Paulo moved into third and began to dodge in and out of slow-moving traffic. Jessica was screaming obscenities and cheering him on, until she heard the siren. She looked back to see the traffic moving aside to allow the police car through.

Paulo glanced in his rearview mirror as the traffic light in front of him turned red. He shot through it, turned right, and narrowly missed a bus as he careered down Piccadilly. By the time he reached Hyde Park Corner, two police cars were in pursuit and Jessica was clinging onto the dashboard, wishing she’d never encouraged him.

As he swerved around Hyde Park Corner and onto the Brompton Road, he ran another red light, only to see a third police car heading toward him. He threw on the brakes and skidded to a halt, but was too late to avoid crashing head-on into the squad car.

Jessica didn’t spend her nineteenth birthday in the arms of her lover in his luxury Knightsbridge apartment, but alone on a thin, urine-stained foam mattress in cell number three of Savile Row police station.

27

SAMANTHA WAS WOKEN just before seven the following morning by a telephone call from Chief Inspector Mullins.
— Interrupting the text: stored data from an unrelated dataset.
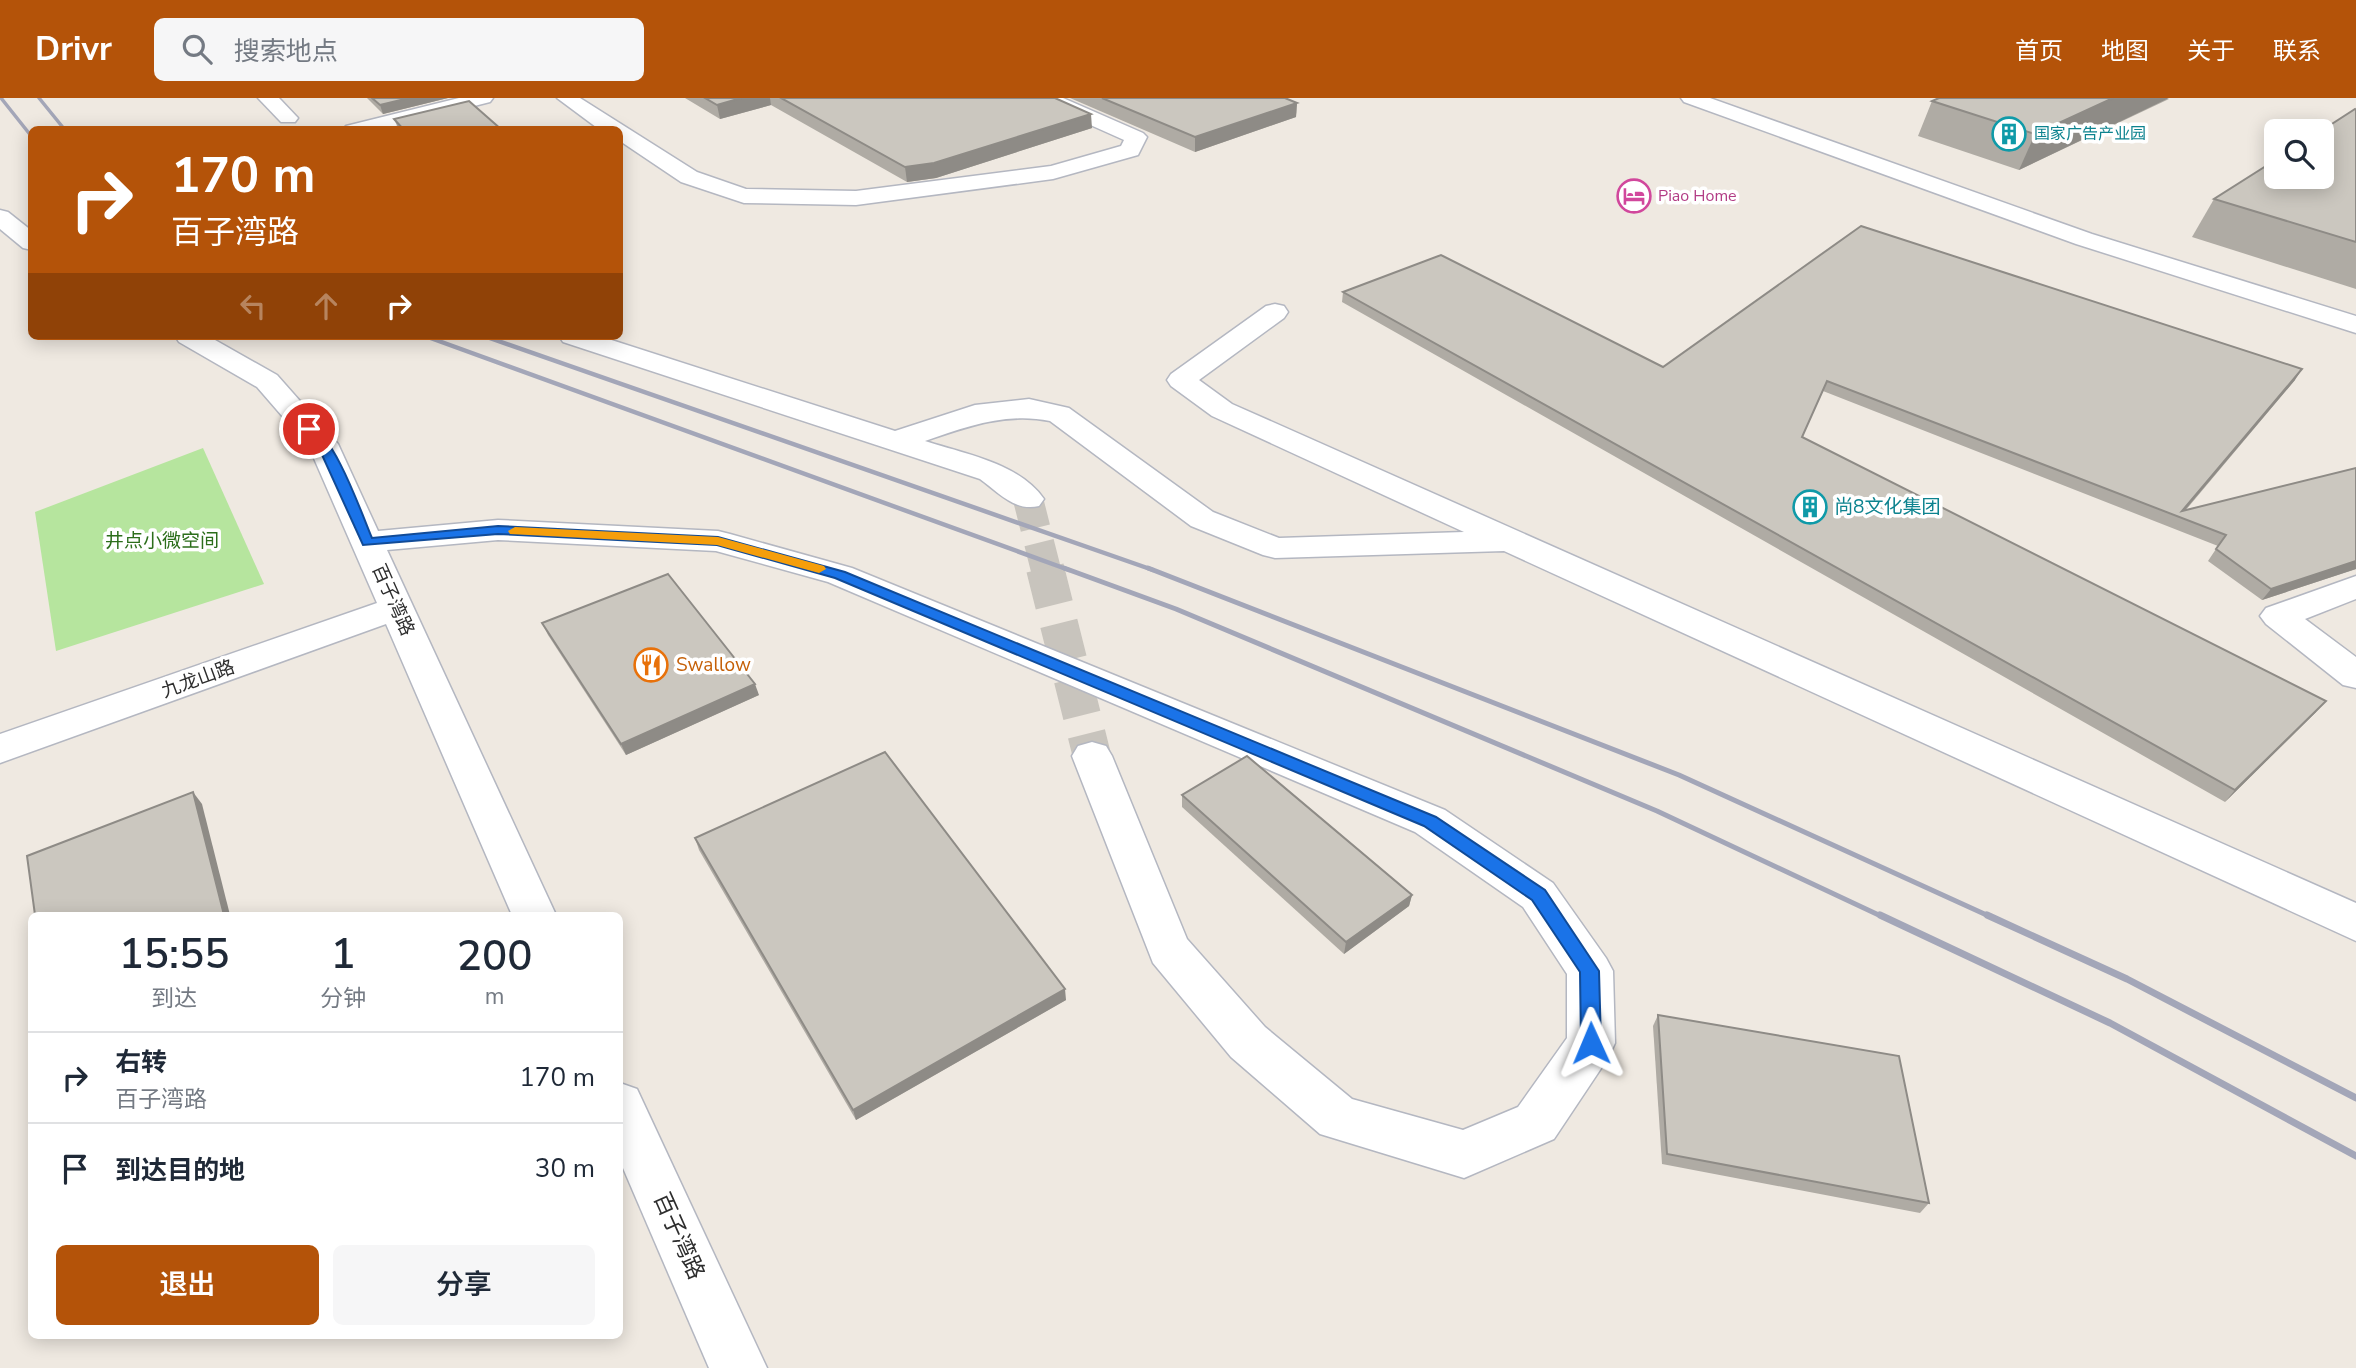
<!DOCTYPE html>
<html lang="zh">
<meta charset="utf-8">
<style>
:root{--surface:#fff;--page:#f6f6f7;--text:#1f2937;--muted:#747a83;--line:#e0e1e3;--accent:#b45309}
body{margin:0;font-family:"Nunito Sans","Noto Sans SC",sans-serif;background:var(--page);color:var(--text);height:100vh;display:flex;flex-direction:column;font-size:26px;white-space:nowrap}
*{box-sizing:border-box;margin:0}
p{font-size:23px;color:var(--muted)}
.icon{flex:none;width:38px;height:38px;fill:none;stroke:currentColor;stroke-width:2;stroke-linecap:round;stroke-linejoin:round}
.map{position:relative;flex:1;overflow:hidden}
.sheet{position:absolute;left:28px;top:814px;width:595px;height:427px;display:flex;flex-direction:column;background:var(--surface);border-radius:10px;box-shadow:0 4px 18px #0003}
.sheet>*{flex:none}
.hud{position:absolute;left:28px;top:28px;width:595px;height:214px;border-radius:10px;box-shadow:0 4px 18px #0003;background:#b45309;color:#fff;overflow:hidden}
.fabs{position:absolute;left:2264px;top:21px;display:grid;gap:14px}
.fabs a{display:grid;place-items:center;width:70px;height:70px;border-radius:10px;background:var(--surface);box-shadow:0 4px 18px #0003;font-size:35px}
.pin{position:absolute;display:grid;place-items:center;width:60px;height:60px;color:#fff;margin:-30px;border:4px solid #fff;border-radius:50%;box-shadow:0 2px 7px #0007}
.me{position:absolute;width:77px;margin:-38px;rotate:359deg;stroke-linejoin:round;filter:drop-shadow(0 0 5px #0008)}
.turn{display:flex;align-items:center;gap:24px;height:147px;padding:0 28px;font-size:32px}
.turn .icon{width:91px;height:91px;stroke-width:2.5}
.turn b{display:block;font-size:49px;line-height:60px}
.lanes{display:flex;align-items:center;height:66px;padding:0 28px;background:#0003;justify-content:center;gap:35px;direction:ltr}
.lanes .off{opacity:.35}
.eta{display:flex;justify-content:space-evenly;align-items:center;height:119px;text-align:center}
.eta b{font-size:42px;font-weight:600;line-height:49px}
.button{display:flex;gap:14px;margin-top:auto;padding:14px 28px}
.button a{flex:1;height:80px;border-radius:10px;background:var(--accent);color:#fff;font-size:28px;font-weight:600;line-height:80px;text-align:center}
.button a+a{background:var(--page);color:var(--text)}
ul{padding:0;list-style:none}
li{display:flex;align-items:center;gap:21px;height:91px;padding:0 28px;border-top:2px solid var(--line)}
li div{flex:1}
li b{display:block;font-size:26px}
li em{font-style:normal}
header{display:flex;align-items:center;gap:42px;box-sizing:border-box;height:98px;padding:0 35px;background:var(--accent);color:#fff}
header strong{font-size:33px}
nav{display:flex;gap:38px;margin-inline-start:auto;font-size:24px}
.search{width:490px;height:63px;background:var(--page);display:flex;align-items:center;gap:18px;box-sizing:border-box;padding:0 24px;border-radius:10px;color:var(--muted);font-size:26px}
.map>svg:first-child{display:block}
</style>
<header>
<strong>Drivr</strong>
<div class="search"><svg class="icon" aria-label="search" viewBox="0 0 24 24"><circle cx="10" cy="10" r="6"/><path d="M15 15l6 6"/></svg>搜索地点</div>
<nav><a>首页</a><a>地图</a><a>关于</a><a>联系</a></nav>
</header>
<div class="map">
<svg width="2356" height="1270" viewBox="0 0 2356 1270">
<rect width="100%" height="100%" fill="#efe9e1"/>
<polygon fill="#b6e59e" points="203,350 264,486 56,553 35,414"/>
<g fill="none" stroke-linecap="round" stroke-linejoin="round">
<polyline stroke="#c8c4bd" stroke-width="30" stroke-dasharray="30 15" stroke-linecap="butt" points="1028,401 1046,472"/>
<polyline stroke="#c8c4bd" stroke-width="38" stroke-dasharray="38 19" stroke-linecap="butt" points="1045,470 1092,658"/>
<defs>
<g id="minor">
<polygon points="258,0 279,0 298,20 295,24 281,24"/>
<polygon points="459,0 493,0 490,4 380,32 343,32 346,28"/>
<polygon points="557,0 580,0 697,74 746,91 856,93 1051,68 1121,48 1124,42 1039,4 1036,0 1063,0 1143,35 1147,39 1138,57 1053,81 856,107 744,105 681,84 620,43 620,32 600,32"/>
<polygon points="1681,0 1710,0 2092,136 2356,218 2356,235 2076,146 1684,4"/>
<polygon points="0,112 8,114 32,133 32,152 23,150 0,131"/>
<path d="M 1275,206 L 1284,208 L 1288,214 L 1284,220 L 1199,282 L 1232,306 L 2356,805 L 2356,843 L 1504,453 L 1275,460 L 1263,457 L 1191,428 L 1050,323 C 1006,314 966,329 925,343 C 965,356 1019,365 1044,401 L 1039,408 C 1015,414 998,394 980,381 L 563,244 L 559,238 L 599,238 L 895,333 L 975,307 L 1029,301 L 1069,310 L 1213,414 L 1279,440 L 1464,434 L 1212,318 L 1171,288 L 1167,282 L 1171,276 L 1266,208 Z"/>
<polygon points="175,238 208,238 277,277 338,346 378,433 498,422 718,433 730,436 852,470 1445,712 1553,785 1606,860 1613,873 1615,945 1608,960 1554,1041 1464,1080 1320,1036 1231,959 1153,865 1072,658 1078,648 1092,644 1106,648 1112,658 1187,841 1265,929 1352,1001 1463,1032 1518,1009 1567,940 1567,876 1523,809 1415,734 828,484 716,453 498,442 387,452 556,817 512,817 386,526 0,665 0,636 377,505 309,349 257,289 179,244"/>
<polygon points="2356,478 2356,501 2305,521 2356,559 2356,590 2343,587 2266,526 2260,518 2266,510"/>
<polygon points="620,985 637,991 767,1270 709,1270 620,1063"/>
</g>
</defs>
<use href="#minor" stroke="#b4b7c1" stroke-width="3"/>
<use href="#minor" fill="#fff" fill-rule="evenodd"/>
<g stroke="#a3a6b8" stroke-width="3.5">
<polyline points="1,0 32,39"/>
<polyline points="39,0 65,32"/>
</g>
<g stroke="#a3a6b8" stroke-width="4.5">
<polyline points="425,238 1069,472"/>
<polyline points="484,238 1153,472"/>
</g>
<g stroke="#a3a6b8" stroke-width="5">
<polyline points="1064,470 1176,511 1657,713 1883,819"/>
<polyline points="1148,470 1679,677 1991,819"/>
</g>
<g stroke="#a3a6b8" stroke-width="7">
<polyline points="1880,817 2110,925 2356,1058"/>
<polyline points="1987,817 2127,881 2356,1000"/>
</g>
</g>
<g fill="#afaba4">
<polygon points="367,0 448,0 383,16"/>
<polygon points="685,0 1055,0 1092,30 936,80 907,84 771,7 720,21"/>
<polygon points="1070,0 1285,0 1297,5 1296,19 1195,54"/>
<polygon points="2169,1 2019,72 1918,38 1932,3"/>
<polygon points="2356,12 2356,191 2192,139 2214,101"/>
<polygon points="394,21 502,32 399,32"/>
<polygon points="1343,194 1663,269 2295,282 2185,413 2356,370 2356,471 2262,502 2208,463 2218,448 1823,293 1802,339 2316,614 2225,704 1342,204"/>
<polygon points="542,525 759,597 626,657 548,537"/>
<polygon points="1182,697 1412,797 1409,808 1344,856 1182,709"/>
<polygon points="695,740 1066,902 856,1022 699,752"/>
<polygon points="1658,917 1929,1105 1920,1115 1662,1066 1653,928"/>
</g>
<g fill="#8e8b86">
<polygon points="409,0 448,0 383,16 380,7"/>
<polygon points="741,0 770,0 771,7 720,21 717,7"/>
<polygon points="2113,0 2169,0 2019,72 2035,36"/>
<polygon points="1297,5 1296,19 1195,54 1195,39"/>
<polygon points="1091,16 1092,30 936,80 907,84 905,69"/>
<polygon points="2302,271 2295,282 2179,419 2182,413"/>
<polygon points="2356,463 2356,471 2262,502 2271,491"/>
<polygon points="755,586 759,597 626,657 621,646"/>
<polygon points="2326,603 2316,614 2225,704 2235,692"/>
<polygon points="193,694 202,706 230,817 224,817"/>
<polygon points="1412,797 1409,808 1344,856 1346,844"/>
<polygon points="1065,891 1066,902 856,1022 853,1012"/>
</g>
<g fill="#cbc7bf" stroke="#8e8b86" stroke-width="2">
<polygon points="372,0 409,0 380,7"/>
<polygon points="705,0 741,0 717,7"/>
<polygon points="781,0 1055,0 1091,16 934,65 905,69"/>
<polygon points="1102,0 1285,0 1297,5 1195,39"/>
<polygon points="1939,0 2113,0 2035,36 1932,3"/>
<polygon points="469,3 502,32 404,32 394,21"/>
<polygon points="2355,11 2356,12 2356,144 2214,101 2277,61 2277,79 2322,79 2322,33 2321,33"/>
<polygon points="1861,128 2302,271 2182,413 2356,370 2356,463 2271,491 2216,451 2226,437 1827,283 1802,339 2326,603 2235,692 1343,194 1441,157 1663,269"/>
<polygon points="668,476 755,586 621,646 542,525"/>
<polygon points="885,654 1065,891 853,1012 695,740"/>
<polygon points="1247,658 1412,797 1346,844 1182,697"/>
<polygon points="193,694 224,817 35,817 27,758"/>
<polygon points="1658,917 1899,958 1929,1105 1667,1056"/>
</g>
<path fill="#1a73e8" stroke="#114b97" stroke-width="2" d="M 309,327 C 334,336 361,414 372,440 L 498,428 L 718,439 L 845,474 L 1436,719 L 1545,792 L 1599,873 L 1601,945 L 1598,951 L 1591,954 L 1584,951 L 1581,945 L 1580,874 L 1532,802 L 1424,728 L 835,480 L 717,447 L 498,436 L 363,447 L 318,348 L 303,331 Z"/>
<polygon fill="#f59e0b" points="515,429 718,439 824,468 826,471 819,475 717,447 510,436 508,433"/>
<defs>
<symbol id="building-ring" viewBox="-11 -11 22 22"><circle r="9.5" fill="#fff" stroke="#0f9aa8" stroke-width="1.5"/><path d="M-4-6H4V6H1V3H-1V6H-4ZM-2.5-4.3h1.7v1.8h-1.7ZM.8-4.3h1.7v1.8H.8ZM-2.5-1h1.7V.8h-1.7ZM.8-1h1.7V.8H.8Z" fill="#0f9aa8"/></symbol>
<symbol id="hotel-ring" viewBox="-11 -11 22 22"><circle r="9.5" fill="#fff" stroke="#d1479c" stroke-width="1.5"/><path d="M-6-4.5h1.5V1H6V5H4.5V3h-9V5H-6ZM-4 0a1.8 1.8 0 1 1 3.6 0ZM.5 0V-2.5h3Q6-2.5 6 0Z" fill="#d1479c"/></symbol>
<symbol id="restaurant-ring" viewBox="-11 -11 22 22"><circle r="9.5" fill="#fff" stroke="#e8710a" stroke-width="1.5"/><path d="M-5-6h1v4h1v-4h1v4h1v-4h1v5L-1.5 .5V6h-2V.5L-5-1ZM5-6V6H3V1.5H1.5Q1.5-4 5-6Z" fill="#e8710a"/></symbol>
</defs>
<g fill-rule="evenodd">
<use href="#building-ring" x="1990" y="17" width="38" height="38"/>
<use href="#hotel-ring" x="1615" y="79" width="38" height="38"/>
<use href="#building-ring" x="1791" y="390" width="38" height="38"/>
<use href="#restaurant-ring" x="632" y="548" width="38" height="38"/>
</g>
<g text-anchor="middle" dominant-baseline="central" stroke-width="7" stroke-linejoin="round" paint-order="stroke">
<g font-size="16" fill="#0d838f" stroke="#fff" text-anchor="start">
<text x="2034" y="36">国家广告产业园</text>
</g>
<g font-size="16" fill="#b23c85" stroke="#fff" text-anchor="start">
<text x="1658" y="98">Piao Home</text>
</g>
<g font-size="19" fill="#0d838f" stroke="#fff" text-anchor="start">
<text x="1834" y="409">尚8文化集团</text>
</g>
<g font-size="19" fill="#2c6e1b" stroke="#fff">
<text x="162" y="443">井点小微空间</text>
</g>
<g font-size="19" fill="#2e2e2e" stroke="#fff">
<text transform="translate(393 502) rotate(66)">百子湾路</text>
<text transform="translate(198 581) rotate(-20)">九龙山路</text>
</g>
<g font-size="19" fill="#c56008" stroke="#fff" text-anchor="start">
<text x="676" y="567">Swallow</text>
</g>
<g font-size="23" fill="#2e2e2e" stroke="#fff">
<text transform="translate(679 1138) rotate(66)">百子湾路</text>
</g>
</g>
</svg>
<div class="fabs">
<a><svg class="icon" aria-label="search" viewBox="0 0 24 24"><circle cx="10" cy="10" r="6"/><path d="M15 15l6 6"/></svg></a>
</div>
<div class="pin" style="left:309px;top:331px;background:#d93025"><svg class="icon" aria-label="arrive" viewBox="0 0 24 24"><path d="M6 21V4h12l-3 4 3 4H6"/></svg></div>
<svg class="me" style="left:1591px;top:945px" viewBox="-20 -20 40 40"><path d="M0-17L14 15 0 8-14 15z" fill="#1a73e8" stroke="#fff" stroke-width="4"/></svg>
<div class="hud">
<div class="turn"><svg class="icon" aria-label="right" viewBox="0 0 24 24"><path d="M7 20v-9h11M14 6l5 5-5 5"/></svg><div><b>170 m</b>百子湾路</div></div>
<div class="lanes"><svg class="icon off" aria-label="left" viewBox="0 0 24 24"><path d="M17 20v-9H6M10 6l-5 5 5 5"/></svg><svg class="icon off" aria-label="ahead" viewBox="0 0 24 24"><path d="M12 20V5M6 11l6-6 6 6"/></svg><svg class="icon" aria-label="right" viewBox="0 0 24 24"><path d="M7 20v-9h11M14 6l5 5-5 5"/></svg></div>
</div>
<section class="sheet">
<div class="eta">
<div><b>15:55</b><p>到达</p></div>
<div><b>1</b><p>分钟</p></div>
<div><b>200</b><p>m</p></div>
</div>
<ul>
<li><svg class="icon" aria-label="right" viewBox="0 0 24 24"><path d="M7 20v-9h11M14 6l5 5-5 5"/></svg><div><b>右转</b><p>百子湾路</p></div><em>170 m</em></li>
<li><svg class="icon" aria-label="arrive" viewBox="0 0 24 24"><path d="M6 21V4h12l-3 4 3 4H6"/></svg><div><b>到达目的地</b></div><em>30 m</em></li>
</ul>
<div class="button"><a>退出</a><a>分享</a></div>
</section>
</div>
She didn’t need to wake Seb, who was in the bathroom shaving. When he heard his wife’s anxious voice, he put down his razor and walked quickly back into the bedroom. He couldn’t remember when he’d last seen Sam crying.

A cab pulled up outside Savile Row police station just after 7:30 a.m. Sebastian and Sam stepped out, to be met by flashing bulbs and shouted questions, which reminded Seb of when Hakim was on trial at the Old Bailey. What he couldn’t understand was who could have alerted the press at that time in the morning.

“Is your daughter a drug addict?” shouted one.

“Was she driving?” Another.

“Did she take part in an orgy?” Yet another.

Seb recalled Giles’s golden rule when facing a pack of hacks: if you’ve got nothing to say, say nothing.

Inside the police station, Seb gave the duty sergeant at the front desk his name.

“Take Mr. and Mrs. Clifton down to cell number three,” the sergeant instructed a young constable, “and I’ll let the chief inspector know they’ve arrived.”

The constable led them along a corridor and down some steep steps into the basement. He inserted a large key into a heavy door and pulled it open, then stepped aside to allow them to enter the cell.